むしろアットホームすぎて、自分の家と勘違いするというか。一昨年くらいに見学させてもらったことがあるけど……うん、これ以上の内情暴露はやめておこう。
「でもソフトの出どころを聞かれたら、なんて説明しよっか? まさかサブちゃんを紹介するわけはいかないし、パソコン歴二週間のわたしじゃあ、自分で作ったと言っても説得力がなさそう……」
「その点も抜かりありません。ゆかりの言うように、私が作ったと説明すればよろしいのです。勿論、私が未来のAIということは馬鹿正直に説明せず、どこかの図書館で知り合った友人ということにしておいてください」
なんだろう? なんか、どこかで聞いたことがあるような話だな……?
「詳しい設定はこうです。名前はアレクサンドラ・タカマキ。愛称はサーニャで、日本での通名は高牧沙耶。年齢は15歳で、飛び級でマサチューセッツ工科大学を卒業した才媛という設定ですよ」
ここは大事なところなのか、実際の学生時代や、日本での生活を写真付きで解説するサブちゃんの凝り性ぶりに、わたしは苦笑した。

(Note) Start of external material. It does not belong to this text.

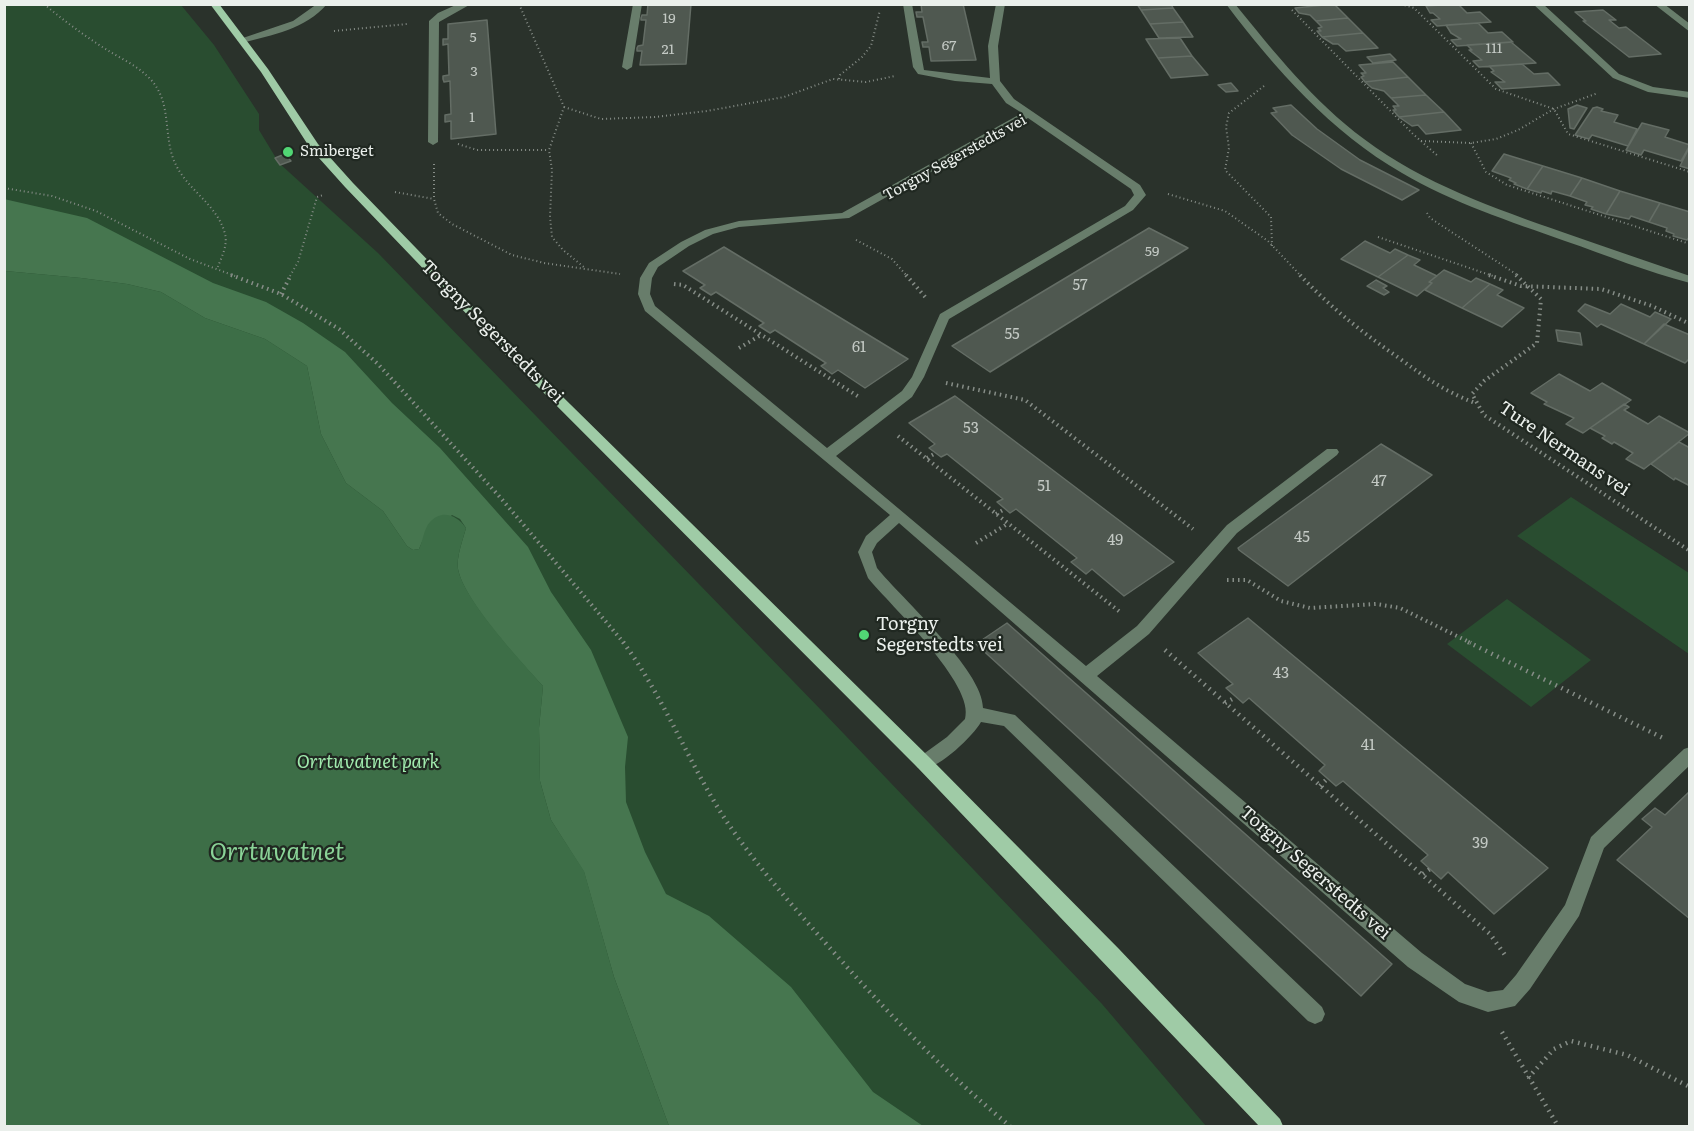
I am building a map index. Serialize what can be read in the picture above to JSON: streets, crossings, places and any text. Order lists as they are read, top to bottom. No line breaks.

「またそんな偽造をして……調べたらすぐバレたりしない?」
「いえ、これは偽造ではありません。サーニャの生まれた15年前に遡って入念に作り上げた実在の戸籍ですから。勿論、直近のアリバイを証言する人物は多数確保していますし、MIT在籍当時や、府内の賃貸マンションではサーニャの生体端末を活用して、極力疑念を持たれないようにしてますので、どうかご安心を」
「えっ……?」
わたしの理解がサブちゃんの言葉に追いつくと、久しぶりに冷や汗さんの大軍が襲ってきた。
「それってサーニャのアンドロイドか何かをこの時代に送り込んで、アリバイ工作をしたってこと?」
「はい、その通りですよ、ゆかり」
「それって犯罪じゃん! そんなことをして大丈夫なの!?」
「いえ、これは犯罪には該当しません。むしろ時間旅行の利用者が過去に滞在する際に必要となる、ありふれた手続きのひとつに過ぎません。無論、サーニャの滞在は当局に申請して、正式に受理された正当なものです。生活費もこの時代を混乱させないよう、私の保有資産から捻出しております。MIT在籍当時から企業の支援を受けるなど、人間関係のしがらみも残していないので、どうかご安心を」
「ご安心をって言われても、ぜんぜん安心できないよ……」
もう冷や汗さんに抵抗するのはあきらめた。寝巻きはあとで着替えようっと。
「私の時代では、海外旅行のような感覚なのですが……」
わたしの惨状に気がついたのか、サブちゃんが申し訳なさそうに弁明する。
「サブちゃんにとってはそうでも、わたしにとってはそうじゃないよ。サブちゃんも知ってるでしょ? わたしの小市民ぶりを……」
「そのようですね。今後も互いの常識を擦り合わせましょう」
うん、そうしてくれるととっても助かる。とりあえず心臓に悪い話は終わったらしいから、寝巻きを脱いで汗を拭こう。
「ところでWisperの報告はどうしようか? みんな続報を待ち焦がれてない?」
「そちらのほうは私がやっておきますので、ゆかりは着替えたらご就寝を。もう11時を過ぎていますよ」
「ホントだ。それじゃあ申し訳ないけど、あとはよろしくね」
「はい。内容は『G社との交渉は順調で、アカウントの凍結は近日中に解除される見込み』でよろしいかと。さすがの磐田社長も、昨日の今日で押しかけたりしないでしょうから、若干含みを持たせた報告で」
「だよねー。お父さんの話だと異様に乗り気みたいだけど、まさか『はい』と返事をした翌日に来たりはしないでしょ?」
サブちゃんの冗談に笑ったわたしは古い寝巻きを片付けるが──後にこの会話を後悔することになる。
日本の漫画やアニメに詳しい人なら、きっとこう言うだろう。余計なフラグを立てるからそうなるんだ、と……。